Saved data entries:
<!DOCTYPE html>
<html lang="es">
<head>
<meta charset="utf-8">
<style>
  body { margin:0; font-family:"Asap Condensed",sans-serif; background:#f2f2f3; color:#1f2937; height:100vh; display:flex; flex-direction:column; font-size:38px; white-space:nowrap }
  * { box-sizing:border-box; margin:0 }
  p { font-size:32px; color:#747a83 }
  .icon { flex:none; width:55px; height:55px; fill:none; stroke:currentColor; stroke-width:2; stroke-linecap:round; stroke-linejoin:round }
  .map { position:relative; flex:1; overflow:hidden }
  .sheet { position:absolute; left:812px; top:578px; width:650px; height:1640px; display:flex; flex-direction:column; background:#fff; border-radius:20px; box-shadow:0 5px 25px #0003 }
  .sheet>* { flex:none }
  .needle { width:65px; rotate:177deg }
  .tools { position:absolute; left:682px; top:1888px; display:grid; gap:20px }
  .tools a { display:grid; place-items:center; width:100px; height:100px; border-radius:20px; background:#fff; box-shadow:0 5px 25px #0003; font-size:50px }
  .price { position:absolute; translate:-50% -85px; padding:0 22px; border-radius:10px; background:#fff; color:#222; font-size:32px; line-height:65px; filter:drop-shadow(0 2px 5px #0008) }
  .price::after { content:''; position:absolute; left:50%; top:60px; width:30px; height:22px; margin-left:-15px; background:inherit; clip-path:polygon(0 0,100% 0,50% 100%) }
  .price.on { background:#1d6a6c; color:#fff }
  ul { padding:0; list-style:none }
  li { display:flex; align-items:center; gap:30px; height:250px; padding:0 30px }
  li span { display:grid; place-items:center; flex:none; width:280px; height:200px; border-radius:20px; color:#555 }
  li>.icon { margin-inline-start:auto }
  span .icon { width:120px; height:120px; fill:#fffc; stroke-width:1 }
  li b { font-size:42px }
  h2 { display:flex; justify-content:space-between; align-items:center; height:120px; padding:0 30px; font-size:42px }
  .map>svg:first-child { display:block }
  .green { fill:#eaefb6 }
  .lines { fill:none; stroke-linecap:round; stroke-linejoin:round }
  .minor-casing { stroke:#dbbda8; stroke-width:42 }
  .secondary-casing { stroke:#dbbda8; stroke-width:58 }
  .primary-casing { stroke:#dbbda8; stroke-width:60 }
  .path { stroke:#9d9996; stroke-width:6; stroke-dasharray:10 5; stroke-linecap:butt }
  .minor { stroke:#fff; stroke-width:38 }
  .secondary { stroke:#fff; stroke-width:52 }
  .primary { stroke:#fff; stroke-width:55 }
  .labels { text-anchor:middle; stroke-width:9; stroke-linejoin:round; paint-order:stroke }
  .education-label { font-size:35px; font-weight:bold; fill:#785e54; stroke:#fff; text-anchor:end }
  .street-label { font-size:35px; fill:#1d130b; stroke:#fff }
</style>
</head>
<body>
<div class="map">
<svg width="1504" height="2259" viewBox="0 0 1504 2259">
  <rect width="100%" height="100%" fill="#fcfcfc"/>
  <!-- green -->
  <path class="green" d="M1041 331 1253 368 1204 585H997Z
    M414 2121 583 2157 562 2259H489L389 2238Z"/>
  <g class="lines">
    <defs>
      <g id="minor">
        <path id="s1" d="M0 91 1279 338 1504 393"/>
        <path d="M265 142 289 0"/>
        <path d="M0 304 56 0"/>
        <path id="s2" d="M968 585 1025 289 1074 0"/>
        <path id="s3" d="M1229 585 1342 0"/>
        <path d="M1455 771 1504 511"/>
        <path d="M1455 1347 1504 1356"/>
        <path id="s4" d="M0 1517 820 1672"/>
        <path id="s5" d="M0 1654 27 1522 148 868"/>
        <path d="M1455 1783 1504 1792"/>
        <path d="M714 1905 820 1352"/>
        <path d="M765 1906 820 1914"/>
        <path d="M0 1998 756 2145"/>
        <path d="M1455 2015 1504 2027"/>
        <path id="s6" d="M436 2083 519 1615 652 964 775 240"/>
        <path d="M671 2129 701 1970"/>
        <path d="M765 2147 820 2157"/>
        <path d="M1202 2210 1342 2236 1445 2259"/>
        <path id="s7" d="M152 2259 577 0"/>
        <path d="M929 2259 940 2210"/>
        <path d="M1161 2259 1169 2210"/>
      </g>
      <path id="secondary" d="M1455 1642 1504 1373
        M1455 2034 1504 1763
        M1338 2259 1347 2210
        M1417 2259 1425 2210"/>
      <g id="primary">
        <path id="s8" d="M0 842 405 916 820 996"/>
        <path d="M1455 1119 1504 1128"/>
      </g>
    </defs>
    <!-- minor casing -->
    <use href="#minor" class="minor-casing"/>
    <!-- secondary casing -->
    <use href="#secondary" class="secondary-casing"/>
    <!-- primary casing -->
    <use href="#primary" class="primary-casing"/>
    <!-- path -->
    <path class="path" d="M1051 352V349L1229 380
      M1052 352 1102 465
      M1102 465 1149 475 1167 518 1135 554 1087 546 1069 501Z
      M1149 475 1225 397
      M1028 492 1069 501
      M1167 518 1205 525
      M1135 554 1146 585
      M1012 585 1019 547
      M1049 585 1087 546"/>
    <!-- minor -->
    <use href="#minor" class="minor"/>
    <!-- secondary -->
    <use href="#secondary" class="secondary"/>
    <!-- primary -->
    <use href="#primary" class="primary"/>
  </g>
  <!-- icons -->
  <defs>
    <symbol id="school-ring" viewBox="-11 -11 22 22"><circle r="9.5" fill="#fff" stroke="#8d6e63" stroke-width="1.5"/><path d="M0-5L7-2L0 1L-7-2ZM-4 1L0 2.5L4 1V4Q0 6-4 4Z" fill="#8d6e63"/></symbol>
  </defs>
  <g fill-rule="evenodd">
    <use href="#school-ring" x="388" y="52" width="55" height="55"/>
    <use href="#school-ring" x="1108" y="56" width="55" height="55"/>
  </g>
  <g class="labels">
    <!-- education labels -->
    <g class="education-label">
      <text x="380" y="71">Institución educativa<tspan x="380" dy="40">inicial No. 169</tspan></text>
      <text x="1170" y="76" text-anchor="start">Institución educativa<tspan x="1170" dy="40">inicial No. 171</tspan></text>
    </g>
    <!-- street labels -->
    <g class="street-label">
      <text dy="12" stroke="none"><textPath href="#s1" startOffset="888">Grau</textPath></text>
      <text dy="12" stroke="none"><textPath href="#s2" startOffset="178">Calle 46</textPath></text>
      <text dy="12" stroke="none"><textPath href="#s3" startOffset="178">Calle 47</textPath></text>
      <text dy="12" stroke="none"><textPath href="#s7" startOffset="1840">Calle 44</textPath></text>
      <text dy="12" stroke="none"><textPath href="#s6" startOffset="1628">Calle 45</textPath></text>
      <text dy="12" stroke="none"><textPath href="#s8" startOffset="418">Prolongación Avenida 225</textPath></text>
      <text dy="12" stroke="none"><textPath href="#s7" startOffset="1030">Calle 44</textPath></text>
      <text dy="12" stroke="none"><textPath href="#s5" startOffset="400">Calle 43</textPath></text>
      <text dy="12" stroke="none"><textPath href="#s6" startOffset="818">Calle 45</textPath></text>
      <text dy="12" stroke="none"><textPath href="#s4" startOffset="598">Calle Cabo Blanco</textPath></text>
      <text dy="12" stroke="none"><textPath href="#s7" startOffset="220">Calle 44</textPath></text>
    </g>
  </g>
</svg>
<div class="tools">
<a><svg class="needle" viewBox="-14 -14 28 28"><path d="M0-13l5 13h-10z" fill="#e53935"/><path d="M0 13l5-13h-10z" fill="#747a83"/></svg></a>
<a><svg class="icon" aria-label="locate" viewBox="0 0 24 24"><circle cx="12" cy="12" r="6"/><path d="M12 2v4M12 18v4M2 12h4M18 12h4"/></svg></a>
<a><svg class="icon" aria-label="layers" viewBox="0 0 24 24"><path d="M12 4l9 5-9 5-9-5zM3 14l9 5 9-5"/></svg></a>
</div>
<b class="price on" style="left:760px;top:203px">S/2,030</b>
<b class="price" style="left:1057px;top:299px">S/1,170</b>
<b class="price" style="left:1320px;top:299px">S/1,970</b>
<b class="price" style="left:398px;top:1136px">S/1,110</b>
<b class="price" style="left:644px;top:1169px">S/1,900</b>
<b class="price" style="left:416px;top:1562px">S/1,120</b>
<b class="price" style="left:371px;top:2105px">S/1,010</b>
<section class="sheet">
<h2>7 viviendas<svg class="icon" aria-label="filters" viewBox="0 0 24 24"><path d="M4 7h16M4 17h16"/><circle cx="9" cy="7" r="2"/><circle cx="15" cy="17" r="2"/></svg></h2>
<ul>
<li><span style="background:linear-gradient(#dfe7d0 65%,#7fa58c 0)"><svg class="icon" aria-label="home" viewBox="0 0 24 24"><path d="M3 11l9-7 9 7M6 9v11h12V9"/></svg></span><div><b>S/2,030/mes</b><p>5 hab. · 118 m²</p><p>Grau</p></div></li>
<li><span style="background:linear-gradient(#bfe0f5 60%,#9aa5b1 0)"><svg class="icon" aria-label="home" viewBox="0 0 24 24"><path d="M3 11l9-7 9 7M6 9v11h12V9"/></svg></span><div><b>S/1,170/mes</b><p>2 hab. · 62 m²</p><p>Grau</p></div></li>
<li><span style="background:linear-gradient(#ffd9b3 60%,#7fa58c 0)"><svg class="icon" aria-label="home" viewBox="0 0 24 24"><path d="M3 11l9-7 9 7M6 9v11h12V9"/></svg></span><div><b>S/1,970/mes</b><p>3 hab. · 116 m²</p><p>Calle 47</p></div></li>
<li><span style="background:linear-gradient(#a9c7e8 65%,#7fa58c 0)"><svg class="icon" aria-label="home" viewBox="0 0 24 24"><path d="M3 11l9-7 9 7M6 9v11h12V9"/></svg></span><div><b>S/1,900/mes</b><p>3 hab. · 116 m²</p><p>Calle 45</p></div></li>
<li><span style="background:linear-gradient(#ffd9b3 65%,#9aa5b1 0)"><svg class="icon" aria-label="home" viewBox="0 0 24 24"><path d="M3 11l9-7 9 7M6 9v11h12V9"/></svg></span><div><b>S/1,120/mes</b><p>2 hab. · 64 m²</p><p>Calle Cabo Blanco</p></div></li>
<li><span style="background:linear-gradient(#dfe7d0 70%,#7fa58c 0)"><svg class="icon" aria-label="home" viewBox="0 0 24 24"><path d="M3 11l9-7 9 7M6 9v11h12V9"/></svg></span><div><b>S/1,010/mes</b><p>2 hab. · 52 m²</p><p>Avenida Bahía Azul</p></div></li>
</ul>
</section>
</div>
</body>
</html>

## TASK TO CARRY OUT
Of the entries listed above, reproduce only the lines starting at the line containing "position:absolute; left:812px; top:578px;" and ending at the line containing "position:absolute; translate:-50% -85px;". Include both, exactly as they stand.

## RESULT
  .sheet { position:absolute; left:812px; top:578px; width:650px; height:1640px; display:flex; flex-direction:column; background:#fff; border-radius:20px; box-shadow:0 5px 25px #0003 }
  .sheet>* { flex:none }
  .needle { width:65px; rotate:177deg }
  .tools { position:absolute; left:682px; top:1888px; display:grid; gap:20px }
  .tools a { display:grid; place-items:center; width:100px; height:100px; border-radius:20px; background:#fff; box-shadow:0 5px 25px #0003; font-size:50px }
  .price { position:absolute; translate:-50% -85px; padding:0 22px; border-radius:10px; background:#fff; color:#222; font-size:32px; line-height:65px; filter:drop-shadow(0 2px 5px #0008) }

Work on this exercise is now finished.